There's a whole lot of catastrophe hidden in the phrase "in the long run."
That's real wages in the UK. The mess from 1500-1600 is the Reformation, Bloody Mary, dissolution of the monestaries, rise of the Anglicans and the general economic depression of the British Isles leading up to the Wars of the Three Kingdoms. The mess from 1750 to 1850 is the rise of industrialization and all it brought on.
I've now read two 200-plus page studies of technology and employment. They both make the argument that technology never affects employment, it affects jobs and that the only thing, the best thing, the essential thing is large-scale retraining. The study under LBJ from 1965 and the study under whatever conservative think tank from last month came to the same conclusions, and dollars to donuts the modern study is going to be ignored just as hard as the one from 1965.

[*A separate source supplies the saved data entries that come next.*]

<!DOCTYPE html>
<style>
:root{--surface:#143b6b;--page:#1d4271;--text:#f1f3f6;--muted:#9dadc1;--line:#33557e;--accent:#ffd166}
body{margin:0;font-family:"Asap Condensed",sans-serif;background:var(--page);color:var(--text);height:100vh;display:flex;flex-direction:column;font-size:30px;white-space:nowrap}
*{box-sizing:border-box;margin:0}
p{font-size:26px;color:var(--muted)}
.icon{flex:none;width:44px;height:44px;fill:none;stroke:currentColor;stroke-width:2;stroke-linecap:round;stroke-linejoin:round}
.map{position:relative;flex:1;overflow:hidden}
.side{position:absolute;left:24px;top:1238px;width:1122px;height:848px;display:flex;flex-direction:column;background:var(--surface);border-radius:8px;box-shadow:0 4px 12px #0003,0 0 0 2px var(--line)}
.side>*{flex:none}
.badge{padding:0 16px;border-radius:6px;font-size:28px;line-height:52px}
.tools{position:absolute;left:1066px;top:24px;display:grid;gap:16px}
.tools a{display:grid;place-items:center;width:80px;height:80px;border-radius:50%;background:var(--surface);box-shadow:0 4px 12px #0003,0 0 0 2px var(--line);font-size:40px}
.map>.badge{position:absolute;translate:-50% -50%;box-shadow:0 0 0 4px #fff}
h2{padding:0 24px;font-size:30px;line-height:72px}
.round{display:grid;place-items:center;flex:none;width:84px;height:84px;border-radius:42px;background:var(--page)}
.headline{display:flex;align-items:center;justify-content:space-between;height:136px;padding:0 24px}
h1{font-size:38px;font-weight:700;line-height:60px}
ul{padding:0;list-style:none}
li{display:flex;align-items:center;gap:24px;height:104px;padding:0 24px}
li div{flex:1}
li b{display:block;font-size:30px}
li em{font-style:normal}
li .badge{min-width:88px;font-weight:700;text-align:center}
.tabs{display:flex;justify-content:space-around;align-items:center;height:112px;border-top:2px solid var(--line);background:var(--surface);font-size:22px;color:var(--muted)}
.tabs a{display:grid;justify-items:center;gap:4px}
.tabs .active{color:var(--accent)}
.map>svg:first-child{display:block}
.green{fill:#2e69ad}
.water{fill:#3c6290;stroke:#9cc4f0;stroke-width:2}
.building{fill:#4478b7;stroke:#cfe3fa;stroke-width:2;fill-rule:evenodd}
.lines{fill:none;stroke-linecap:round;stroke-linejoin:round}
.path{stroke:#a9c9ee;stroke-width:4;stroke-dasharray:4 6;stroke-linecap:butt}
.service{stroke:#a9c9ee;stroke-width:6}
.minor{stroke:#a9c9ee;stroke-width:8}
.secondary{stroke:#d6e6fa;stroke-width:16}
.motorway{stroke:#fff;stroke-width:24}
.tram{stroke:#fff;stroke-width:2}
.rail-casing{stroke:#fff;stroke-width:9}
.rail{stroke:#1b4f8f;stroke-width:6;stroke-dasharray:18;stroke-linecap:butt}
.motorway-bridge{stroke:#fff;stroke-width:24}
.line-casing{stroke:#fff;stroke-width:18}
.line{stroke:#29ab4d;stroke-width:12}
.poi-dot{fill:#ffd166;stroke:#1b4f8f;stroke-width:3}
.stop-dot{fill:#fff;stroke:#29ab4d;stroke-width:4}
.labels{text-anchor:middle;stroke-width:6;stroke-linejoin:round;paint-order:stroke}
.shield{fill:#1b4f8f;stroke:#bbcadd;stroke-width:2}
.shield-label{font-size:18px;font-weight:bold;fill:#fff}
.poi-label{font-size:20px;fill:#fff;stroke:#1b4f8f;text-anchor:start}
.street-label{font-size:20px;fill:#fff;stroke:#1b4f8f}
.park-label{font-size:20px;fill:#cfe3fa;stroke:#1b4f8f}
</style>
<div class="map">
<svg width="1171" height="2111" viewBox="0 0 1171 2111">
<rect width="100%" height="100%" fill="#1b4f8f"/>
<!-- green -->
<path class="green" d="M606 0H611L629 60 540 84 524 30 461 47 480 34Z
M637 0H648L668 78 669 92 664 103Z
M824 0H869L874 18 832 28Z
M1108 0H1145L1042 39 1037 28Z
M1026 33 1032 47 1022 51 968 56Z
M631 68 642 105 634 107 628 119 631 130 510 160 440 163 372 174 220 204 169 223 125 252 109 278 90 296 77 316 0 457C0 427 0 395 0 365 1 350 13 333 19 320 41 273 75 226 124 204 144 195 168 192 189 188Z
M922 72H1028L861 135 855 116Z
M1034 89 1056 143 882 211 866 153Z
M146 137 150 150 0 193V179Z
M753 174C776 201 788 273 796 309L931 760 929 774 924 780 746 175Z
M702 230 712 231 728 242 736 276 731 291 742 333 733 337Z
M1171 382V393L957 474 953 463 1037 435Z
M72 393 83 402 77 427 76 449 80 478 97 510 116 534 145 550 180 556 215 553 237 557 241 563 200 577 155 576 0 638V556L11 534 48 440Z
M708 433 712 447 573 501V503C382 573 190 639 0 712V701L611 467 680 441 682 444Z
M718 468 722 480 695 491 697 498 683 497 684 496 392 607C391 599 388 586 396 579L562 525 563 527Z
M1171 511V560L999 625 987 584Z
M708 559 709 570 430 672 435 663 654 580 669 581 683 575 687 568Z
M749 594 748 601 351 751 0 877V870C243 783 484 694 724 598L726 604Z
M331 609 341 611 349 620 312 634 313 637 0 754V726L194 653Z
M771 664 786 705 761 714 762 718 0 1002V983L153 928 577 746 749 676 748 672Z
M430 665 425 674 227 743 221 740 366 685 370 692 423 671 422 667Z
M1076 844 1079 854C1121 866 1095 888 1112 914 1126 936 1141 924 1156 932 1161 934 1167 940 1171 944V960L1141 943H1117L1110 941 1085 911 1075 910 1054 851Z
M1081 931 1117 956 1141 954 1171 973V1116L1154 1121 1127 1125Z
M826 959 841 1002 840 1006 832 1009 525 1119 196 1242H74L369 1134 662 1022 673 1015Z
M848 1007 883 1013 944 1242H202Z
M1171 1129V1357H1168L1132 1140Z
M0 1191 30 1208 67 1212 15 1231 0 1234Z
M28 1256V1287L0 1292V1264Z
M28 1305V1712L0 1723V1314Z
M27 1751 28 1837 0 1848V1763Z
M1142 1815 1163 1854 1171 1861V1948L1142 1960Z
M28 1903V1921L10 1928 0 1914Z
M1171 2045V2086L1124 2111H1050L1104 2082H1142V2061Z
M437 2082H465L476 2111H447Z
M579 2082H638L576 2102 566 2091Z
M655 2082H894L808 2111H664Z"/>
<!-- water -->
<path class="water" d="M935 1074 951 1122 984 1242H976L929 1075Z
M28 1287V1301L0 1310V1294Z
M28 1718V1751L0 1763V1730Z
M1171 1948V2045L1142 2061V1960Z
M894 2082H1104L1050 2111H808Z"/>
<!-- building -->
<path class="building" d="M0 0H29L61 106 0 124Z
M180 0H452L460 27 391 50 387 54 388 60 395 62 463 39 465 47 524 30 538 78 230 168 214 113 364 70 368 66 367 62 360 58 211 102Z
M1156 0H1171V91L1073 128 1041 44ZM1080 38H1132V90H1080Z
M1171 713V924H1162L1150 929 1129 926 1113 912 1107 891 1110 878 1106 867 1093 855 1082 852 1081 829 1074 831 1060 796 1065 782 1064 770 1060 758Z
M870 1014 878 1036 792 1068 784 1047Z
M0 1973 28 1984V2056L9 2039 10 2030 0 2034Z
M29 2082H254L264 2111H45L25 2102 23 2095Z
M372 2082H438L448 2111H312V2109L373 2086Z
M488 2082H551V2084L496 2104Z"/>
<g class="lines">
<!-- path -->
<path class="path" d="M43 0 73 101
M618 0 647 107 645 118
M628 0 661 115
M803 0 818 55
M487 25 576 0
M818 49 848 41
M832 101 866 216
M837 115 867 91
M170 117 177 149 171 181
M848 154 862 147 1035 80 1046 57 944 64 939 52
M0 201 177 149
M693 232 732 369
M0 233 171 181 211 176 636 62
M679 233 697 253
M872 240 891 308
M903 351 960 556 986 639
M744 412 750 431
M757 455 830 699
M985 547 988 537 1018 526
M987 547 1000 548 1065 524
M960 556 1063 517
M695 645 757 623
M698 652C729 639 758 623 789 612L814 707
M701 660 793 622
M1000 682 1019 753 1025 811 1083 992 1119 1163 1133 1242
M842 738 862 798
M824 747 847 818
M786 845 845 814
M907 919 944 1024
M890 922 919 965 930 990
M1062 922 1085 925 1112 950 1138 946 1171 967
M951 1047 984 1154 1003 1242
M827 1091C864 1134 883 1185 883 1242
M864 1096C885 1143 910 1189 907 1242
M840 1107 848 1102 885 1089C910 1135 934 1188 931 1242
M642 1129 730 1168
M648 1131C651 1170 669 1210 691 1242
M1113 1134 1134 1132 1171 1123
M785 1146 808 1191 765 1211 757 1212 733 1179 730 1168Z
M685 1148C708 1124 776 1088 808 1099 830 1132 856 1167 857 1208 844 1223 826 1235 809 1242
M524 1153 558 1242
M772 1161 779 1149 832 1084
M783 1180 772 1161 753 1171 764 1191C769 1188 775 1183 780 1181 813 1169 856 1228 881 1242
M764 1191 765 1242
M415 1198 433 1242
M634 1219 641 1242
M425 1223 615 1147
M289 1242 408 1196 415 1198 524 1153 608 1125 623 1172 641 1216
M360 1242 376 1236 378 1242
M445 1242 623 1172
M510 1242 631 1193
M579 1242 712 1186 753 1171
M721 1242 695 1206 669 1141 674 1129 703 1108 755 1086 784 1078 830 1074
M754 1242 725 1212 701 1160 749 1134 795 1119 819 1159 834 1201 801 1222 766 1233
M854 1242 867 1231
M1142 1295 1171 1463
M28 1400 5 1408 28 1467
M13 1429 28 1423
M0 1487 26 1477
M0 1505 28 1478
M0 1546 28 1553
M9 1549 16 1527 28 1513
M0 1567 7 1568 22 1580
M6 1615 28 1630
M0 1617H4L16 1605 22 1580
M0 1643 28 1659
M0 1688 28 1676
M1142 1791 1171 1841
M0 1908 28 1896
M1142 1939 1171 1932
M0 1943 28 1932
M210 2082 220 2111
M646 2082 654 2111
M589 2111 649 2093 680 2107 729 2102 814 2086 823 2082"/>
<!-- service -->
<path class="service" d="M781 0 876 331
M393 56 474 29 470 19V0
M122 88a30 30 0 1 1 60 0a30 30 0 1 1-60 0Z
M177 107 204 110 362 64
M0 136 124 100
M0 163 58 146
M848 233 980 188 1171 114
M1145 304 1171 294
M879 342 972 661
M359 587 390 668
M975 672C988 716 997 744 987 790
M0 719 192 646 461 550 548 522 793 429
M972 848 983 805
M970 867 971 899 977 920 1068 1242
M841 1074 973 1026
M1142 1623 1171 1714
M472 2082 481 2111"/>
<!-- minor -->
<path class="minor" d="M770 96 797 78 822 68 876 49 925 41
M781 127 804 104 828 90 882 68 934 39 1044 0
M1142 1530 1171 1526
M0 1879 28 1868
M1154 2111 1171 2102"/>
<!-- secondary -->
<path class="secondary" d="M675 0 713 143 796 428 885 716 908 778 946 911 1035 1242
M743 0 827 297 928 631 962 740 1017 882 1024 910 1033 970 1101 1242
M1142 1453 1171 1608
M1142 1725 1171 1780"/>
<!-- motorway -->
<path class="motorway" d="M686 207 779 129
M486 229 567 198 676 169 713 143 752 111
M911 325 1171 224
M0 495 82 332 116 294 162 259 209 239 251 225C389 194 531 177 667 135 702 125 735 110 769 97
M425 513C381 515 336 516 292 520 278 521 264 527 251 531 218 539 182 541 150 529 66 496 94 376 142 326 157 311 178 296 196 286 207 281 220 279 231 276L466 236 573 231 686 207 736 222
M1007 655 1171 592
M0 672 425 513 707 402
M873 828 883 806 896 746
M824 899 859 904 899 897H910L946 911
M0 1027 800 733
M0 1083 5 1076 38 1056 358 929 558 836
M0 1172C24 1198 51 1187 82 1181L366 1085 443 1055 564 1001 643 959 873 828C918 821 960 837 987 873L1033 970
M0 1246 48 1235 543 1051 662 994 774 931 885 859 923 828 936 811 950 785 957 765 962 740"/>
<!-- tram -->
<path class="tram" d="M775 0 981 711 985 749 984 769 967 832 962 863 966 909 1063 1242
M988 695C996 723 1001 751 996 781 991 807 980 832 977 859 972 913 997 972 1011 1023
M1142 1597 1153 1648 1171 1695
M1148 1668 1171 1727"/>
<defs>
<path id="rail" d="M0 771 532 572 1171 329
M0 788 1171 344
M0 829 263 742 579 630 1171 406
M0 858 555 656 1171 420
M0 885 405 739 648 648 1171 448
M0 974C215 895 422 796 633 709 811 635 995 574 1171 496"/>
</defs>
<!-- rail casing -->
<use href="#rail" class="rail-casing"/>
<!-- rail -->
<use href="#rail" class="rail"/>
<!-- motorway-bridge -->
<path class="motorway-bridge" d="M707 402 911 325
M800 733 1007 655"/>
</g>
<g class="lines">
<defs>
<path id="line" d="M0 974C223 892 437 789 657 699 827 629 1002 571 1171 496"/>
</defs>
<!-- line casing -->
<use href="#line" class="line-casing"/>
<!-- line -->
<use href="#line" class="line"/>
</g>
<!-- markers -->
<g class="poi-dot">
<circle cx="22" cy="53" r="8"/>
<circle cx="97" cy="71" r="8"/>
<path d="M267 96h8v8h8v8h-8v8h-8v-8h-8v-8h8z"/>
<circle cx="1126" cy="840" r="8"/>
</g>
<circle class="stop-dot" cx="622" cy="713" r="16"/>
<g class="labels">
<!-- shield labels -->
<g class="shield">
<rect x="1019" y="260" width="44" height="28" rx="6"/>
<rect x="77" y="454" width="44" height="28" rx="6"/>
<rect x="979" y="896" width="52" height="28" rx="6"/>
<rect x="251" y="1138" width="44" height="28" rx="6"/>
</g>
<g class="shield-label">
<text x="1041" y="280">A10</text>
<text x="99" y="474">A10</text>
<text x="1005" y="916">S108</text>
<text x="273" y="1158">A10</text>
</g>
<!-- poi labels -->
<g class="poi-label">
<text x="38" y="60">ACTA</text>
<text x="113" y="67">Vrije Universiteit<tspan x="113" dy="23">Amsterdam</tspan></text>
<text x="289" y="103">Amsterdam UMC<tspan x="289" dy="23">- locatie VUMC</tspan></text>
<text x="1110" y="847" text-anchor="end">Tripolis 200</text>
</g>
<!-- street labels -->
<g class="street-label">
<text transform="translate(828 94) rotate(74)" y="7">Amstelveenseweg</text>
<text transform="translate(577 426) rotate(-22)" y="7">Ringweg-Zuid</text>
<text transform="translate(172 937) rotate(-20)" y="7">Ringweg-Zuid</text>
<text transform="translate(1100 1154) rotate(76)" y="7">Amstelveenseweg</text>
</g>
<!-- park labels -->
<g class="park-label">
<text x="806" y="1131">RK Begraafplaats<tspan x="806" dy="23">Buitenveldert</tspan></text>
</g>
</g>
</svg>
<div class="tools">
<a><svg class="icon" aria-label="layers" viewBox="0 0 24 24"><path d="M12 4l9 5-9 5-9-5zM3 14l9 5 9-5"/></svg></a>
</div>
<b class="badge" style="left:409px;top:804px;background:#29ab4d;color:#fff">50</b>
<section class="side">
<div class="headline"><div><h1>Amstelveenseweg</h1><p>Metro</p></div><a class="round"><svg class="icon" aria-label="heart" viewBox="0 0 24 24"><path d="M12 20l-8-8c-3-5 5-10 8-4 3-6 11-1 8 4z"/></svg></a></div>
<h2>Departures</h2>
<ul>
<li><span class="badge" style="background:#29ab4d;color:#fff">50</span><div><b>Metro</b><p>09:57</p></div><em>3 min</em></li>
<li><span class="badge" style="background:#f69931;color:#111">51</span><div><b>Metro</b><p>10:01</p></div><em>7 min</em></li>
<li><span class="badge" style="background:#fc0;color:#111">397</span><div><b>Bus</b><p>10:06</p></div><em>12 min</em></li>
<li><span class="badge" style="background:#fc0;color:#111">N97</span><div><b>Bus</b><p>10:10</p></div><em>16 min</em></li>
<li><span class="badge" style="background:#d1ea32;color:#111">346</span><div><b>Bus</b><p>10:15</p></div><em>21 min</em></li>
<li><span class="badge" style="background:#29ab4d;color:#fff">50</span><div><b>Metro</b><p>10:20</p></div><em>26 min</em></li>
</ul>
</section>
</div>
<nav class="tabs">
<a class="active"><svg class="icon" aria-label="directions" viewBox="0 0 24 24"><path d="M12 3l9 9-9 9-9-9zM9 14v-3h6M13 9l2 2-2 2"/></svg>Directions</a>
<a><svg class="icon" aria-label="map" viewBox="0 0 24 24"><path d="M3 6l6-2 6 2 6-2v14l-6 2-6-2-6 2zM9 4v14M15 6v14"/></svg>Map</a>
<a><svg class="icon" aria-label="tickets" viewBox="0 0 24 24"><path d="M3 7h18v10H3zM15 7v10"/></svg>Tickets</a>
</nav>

The limo driver with 40 years of experience is fucked if he chooses to be a limo driver with 41 years of experience. He's also fucked if he thinks anybody is looking out for him. The problem we're about to face, in spades, is the percentage of people taking a long, hard look at their jobs and saying "will I still be doing this in 10 years? What can I do that will still be here and how do I start doing that?" is heartbreakingly small. Everyone else knows change is coming and thinks/hopes that they can hang on until they can retire.
And then change comes. And then they're fucked. And what they know is they did everything right and the system ate them alive.
And then they vote to Make America Great Again.